━━ Stored data

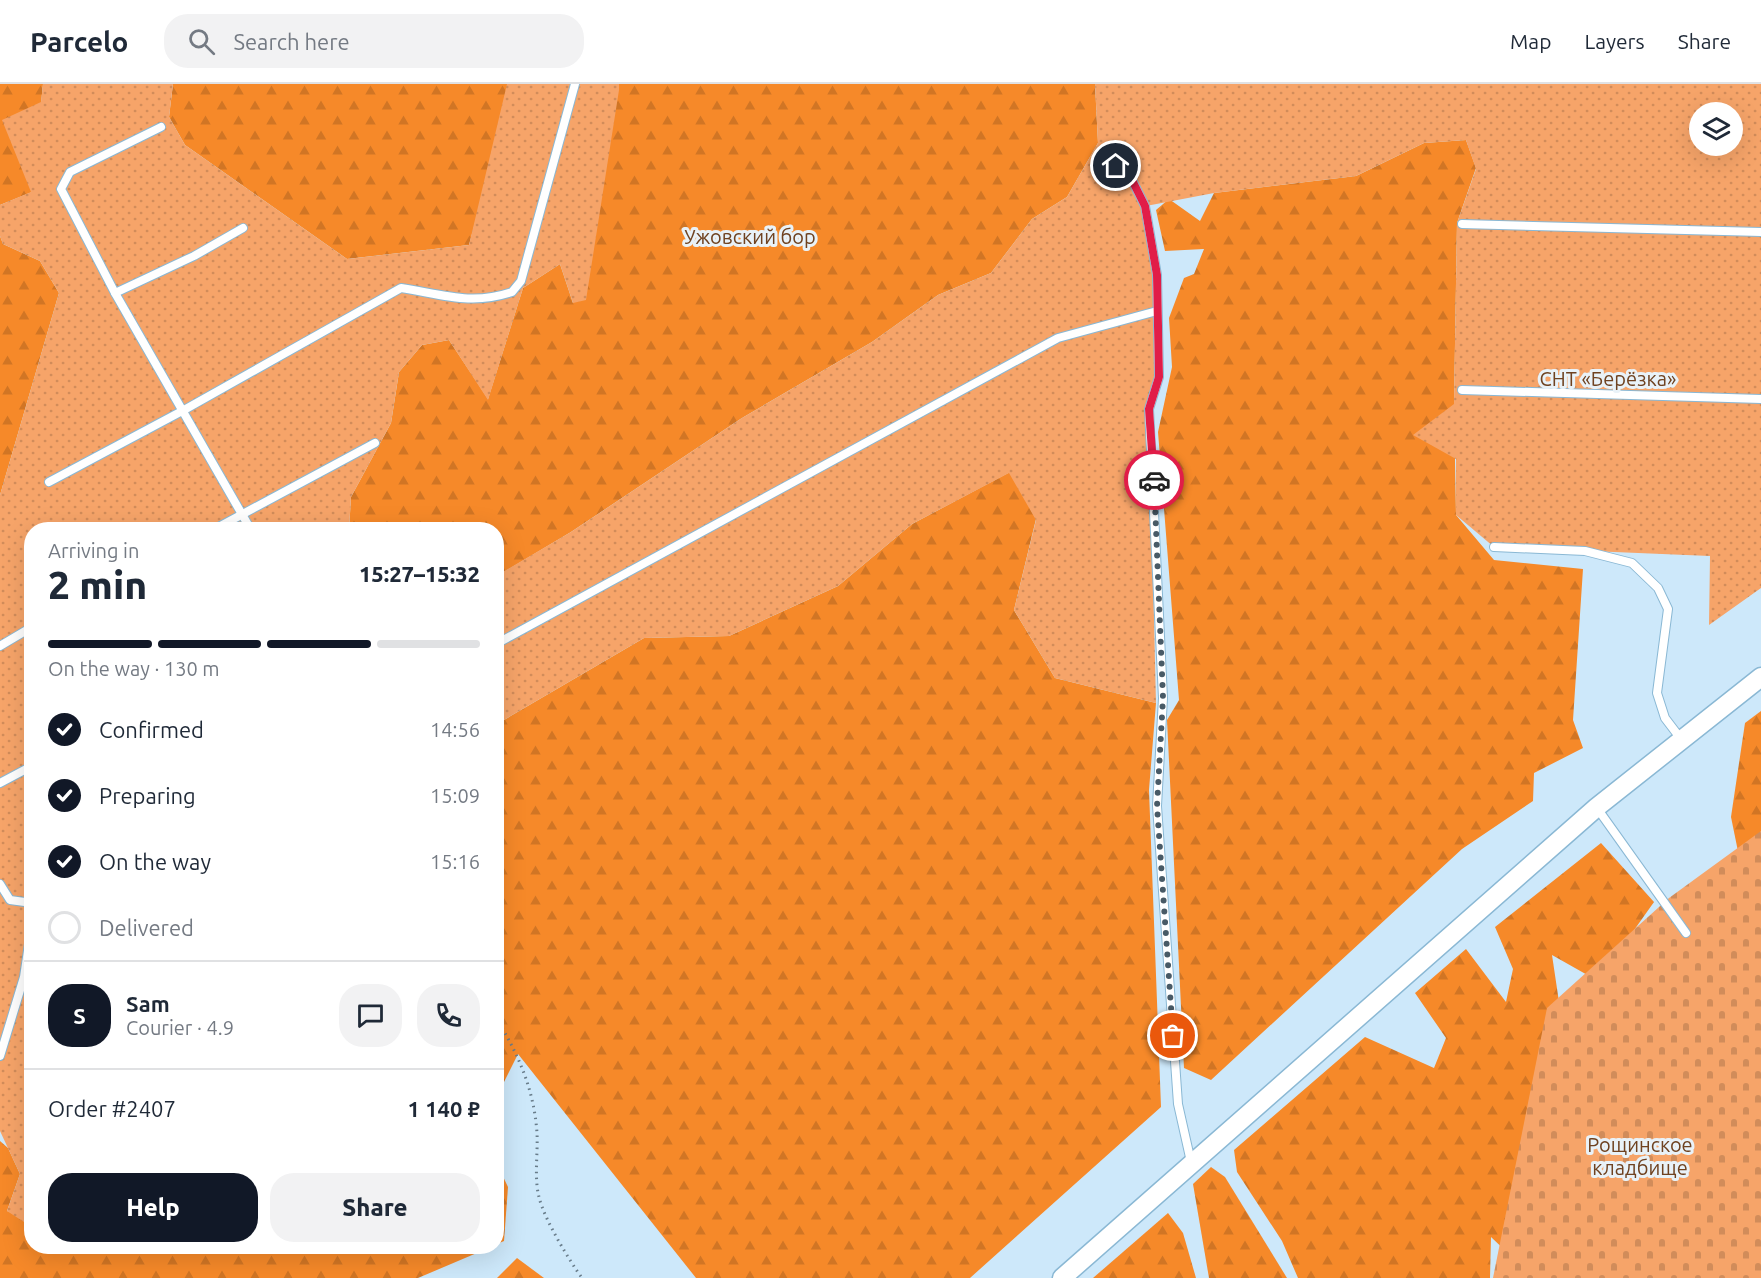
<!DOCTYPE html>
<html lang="en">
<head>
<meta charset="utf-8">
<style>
	:root { --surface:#fff; --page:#f2f2f3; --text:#1f2937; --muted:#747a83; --line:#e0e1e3; --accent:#111827 }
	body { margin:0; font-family:Ubuntu,sans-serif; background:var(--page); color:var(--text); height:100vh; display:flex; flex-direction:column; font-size:22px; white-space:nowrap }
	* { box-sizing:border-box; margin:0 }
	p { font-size:20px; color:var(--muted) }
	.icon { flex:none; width:33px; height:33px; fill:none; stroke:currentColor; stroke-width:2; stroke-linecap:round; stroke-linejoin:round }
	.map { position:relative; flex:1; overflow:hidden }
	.drawer { position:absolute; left:24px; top:438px; width:480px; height:732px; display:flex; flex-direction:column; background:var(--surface); border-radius:24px; box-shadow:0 6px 24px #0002 }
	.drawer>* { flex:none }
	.buttons { position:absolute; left:1689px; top:18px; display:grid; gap:12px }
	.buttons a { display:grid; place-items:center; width:54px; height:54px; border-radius:50%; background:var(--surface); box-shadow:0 6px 24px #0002; font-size:30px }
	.pin { position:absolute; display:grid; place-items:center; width:51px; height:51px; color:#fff; margin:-26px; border:3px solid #fff; border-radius:50%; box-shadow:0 2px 6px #0007 }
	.courier { position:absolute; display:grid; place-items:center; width:60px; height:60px; margin:-30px; border:4px solid #e11d48; border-radius:50%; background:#fff; color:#222; box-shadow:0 2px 8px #0007 }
	.headline em { font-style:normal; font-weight:800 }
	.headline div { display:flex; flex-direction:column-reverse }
	.headline { display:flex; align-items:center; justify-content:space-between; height:102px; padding:0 24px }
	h1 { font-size:39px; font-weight:800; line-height:45px }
	.bar { display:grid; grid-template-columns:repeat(4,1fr); gap:9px 6px; align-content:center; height:72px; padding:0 24px }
	.bar i { height:8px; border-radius:4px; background:var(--line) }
	.bar .selected { background:var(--accent) }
	.bar p { grid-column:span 4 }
	.line { display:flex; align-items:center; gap:15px; padding:0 24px; border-top:2px solid var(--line) }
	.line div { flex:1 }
	.round { display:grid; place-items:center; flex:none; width:63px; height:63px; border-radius:24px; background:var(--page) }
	ol { padding:0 24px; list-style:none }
	li { display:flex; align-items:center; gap:18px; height:66px }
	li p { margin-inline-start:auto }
	li .icon { padding:6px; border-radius:50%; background:var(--accent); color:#fff; stroke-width:4 }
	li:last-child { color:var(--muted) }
	li i { width:33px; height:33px; border:3px solid var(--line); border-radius:50% }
	.primary-button { display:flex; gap:12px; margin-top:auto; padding:12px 24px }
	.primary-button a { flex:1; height:69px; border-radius:24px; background:var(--accent); color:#fff; font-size:24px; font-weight:800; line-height:69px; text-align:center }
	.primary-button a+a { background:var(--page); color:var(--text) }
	header { display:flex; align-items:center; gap:36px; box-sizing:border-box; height:84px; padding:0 30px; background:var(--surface); border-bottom:2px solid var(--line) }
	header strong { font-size:28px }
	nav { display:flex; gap:33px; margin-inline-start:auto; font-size:21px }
	.search { width:420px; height:54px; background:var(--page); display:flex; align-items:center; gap:15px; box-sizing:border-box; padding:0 21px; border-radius:24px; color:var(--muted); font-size:22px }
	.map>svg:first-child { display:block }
	.forest { fill:url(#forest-firs) }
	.cemetery { fill:url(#cemetery-stones) }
	.garden { fill:url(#garden-dots); fill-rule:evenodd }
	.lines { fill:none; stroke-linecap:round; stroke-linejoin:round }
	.service-casing { stroke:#8ab8d4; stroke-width:10 }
	.tertiary-casing { stroke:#8ab8d4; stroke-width:21 }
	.path { stroke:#687c8a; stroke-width:3; stroke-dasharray:1.5 4.5; stroke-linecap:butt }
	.service { stroke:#fff; stroke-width:8 }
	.tertiary { stroke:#fff; stroke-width:18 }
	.done { stroke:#485a66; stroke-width:6; stroke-dasharray:0 10.8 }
	.route { stroke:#e11d48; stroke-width:8 }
	.labels { text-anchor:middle; stroke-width:6; stroke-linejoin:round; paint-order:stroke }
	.park-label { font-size:20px; fill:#6f4220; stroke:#e9f2f8 }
</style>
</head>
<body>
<header>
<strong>Parcelo</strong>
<div class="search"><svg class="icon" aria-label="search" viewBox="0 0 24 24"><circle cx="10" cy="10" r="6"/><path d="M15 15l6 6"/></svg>Search here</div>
<nav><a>Map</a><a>Layers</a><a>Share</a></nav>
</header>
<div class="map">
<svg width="1761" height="1194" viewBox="0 0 1761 1194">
	<defs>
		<pattern id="forest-firs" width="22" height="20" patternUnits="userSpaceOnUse" patternTransform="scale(1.5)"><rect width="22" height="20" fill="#f68929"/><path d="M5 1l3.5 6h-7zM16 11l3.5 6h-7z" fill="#d17524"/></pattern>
		<pattern id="cemetery-stones" width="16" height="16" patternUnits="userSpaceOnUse" patternTransform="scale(1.5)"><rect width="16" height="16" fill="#f6a469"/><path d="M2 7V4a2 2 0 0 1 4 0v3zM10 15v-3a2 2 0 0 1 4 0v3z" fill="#d18c5a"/></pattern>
		<pattern id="garden-dots" width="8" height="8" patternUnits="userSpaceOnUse" patternTransform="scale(1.5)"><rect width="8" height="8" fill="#f6a469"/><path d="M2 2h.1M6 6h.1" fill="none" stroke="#d18c5a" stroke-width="1.8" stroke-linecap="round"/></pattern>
	</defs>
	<rect width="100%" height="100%" fill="#cde8fa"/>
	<g class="forest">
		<path d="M0,0H43L32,108L0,121Z"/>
		<path d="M173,0H512L469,161L347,175L185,61L169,33Z"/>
		<path d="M619,0H1095L1098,59L1067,113L1032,135L991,189L938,211L872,258L742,334L571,448L497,492L496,446H349L351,413L391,339L399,288L422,261L449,256L488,315L523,204L560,180L573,219Z"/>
		<path d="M1466,56L1476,84L1457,139L1454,321L1456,431L1494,476L1583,485L1573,636L1583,664L1534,689L1533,717L1462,765L1211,996L1184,984L1167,636L1179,616L1158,348L1172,283L1169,234L1184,194L1194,190L1204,165L1165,167L1156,126L1169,115L1200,137L1214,109L1356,92L1424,59Z"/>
		<path d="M0,152L3,160L40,177L59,209L0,411Z"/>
		<path d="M1010,388L1036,435L1014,526L1055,594L1156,619L1149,706L1161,1023L970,1194H696L518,970L497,1012V640L644,554L729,552L838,502L912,440Z"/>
		<path d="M1761,627V803L1743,792L1731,733L1745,639Z"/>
		<path d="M1601,759L1654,818L1598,897L1552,871L1562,938L1514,1175L1491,1153L1490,1194H1298L1282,1157L1237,1088L1234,1066L1365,953L1434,984L1446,954L1415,909L1466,865L1506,918L1513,885L1495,843Z"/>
		<path d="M0,1057L8,1064L20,1090L7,1127L31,1135L32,1162L491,1163L418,1194H0Z"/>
		<path d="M496,1078L508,1103L504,1157L497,1160Z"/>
		<path d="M1211,1083L1225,1093L1287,1194H1209L1193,1100Z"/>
		<path d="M1168,1129L1183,1149L1196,1194H1093Z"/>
		<path d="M517,1174L544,1194H497Z"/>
	</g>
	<path class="cemetery" d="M1761,747V1194H1493L1547,924L1669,814Z"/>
	<g class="garden">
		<path d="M43,0H173L169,33L185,61L347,175L469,161L507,0H619V6L586,216L573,219L560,180L523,204L488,316L449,256L422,261L399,288L391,339L351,413L349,445L32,446V1137L24,1138L7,1127L20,1090L0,1047V411L59,209L40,177L3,160L0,152V121L31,108L2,36L41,18Z"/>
		<path d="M1095,0H1761V504L1709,541L1710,472L1494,463L1456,431V375L1413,351L1454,320L1457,139L1476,85L1466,56L1424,59L1356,92L1214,109L1146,122L1157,191L1159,293L1149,325L1156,619L1055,594L1014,526L1036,436L1009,389L912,440L838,502L729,552L644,554L497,640L496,492L571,448L742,334L872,258L938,211L991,189L1032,135L1067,113L1098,59ZM1700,28H1732V62H1700Z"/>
	</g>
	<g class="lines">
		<g class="service-casing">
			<g id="service">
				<path d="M161,43L70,88L61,105L115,209L251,446"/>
				<path d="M1103,74L1129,90L1145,122L1157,191L1159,293L1149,325L1163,614L1157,722L1178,1020L1191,1078"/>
				<path d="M1462,140L1761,148"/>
				<path d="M115,209L194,172L243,144"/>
				<path d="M1462,306L1761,315"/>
				<path d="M49,398L184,326L401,204C441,210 471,222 512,208L521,197L575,0"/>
				<path d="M213,446L375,359"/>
				<path d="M1494,463L1585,467L1632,479L1658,504L1668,525L1657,609L1665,634L1681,655"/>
				<path d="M496,560L1058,254L1157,227"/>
				<path d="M0,562L32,543"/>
				<path d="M0,699L32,682"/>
				<path d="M1597,724L1686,849"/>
				<path d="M0,800L10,816L32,819"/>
				<path d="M0,972L24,893L32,840"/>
			</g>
		</g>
		<g class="tertiary-casing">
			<path id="tertiary" d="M1062,1194L1597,723L1761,593"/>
		</g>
		<path class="path" d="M496,934C519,971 534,1006 537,1049C538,1070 534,1094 539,1113C544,1135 569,1176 582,1194"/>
		<use href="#service" class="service"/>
		<use href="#tertiary" class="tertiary"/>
	</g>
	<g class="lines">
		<path class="done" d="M1154,396L1163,614L1157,722L1173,952"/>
		<path class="route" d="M1116,82L1129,90L1145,122L1157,191L1159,293L1149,325L1154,396"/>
	</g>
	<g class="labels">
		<g class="park-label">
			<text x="750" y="160">Ужовский бор</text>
			<text x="1608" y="302">СНТ «Берёзка»</text>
			<text x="1640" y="1068">Рощинское<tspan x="1640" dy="23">кладбище</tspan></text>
		</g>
	</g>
</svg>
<div class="buttons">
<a><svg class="icon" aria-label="layers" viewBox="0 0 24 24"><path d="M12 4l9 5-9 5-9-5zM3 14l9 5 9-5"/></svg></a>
</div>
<div class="pin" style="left:1173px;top:952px;background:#ea580c"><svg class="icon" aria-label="bag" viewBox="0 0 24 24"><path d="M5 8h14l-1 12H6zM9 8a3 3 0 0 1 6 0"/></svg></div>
<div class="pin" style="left:1116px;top:82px;background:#1f2937"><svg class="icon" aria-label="home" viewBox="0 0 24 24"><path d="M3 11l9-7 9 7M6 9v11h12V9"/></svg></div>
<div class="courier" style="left:1154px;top:396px"><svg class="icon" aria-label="car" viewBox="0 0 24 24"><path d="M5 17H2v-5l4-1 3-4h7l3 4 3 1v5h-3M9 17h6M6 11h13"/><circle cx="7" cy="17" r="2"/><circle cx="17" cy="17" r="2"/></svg></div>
<section class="drawer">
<div class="headline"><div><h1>2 min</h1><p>Arriving in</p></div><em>15:27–15:32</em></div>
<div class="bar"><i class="selected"></i><i class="selected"></i><i class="selected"></i><i></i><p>On the way · 130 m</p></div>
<ol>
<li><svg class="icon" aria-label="check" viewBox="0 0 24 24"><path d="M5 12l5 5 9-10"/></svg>Confirmed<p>14:56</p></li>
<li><svg class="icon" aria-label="check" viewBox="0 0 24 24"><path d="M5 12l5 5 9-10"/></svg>Preparing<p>15:09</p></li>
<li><svg class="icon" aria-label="check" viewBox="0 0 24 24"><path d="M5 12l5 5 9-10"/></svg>On the way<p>15:16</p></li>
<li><i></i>Delivered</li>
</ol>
<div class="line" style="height:108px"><b class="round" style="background:var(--accent);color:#fff">S</b><div><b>Sam</b><p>Courier · 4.9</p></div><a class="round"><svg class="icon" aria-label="chat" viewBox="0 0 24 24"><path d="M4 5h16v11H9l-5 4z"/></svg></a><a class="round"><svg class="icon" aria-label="phone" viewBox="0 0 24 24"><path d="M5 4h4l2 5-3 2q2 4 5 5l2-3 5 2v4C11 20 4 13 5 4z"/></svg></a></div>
<div class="line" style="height:78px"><div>Order #2407</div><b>1 140 ₽</b></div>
<div class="primary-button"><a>Help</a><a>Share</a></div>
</section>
</div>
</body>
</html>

━━━━

• _How to complete this task_
Of the entries listed above, reproduce only the lines starting at the line containing "display:grid; place-items:center; width:60px;" and ending at the line containing "display:flex; align-items:center; justify-content:space-between;". Include both, exactly as they stand.

• _Written solution_
	.courier { position:absolute; display:grid; place-items:center; width:60px; height:60px; margin:-30px; border:4px solid #e11d48; border-radius:50%; background:#fff; color:#222; box-shadow:0 2px 8px #0007 }
	.headline em { font-style:normal; font-weight:800 }
	.headline div { display:flex; flex-direction:column-reverse }
	.headline { display:flex; align-items:center; justify-content:space-between; height:102px; padding:0 24px }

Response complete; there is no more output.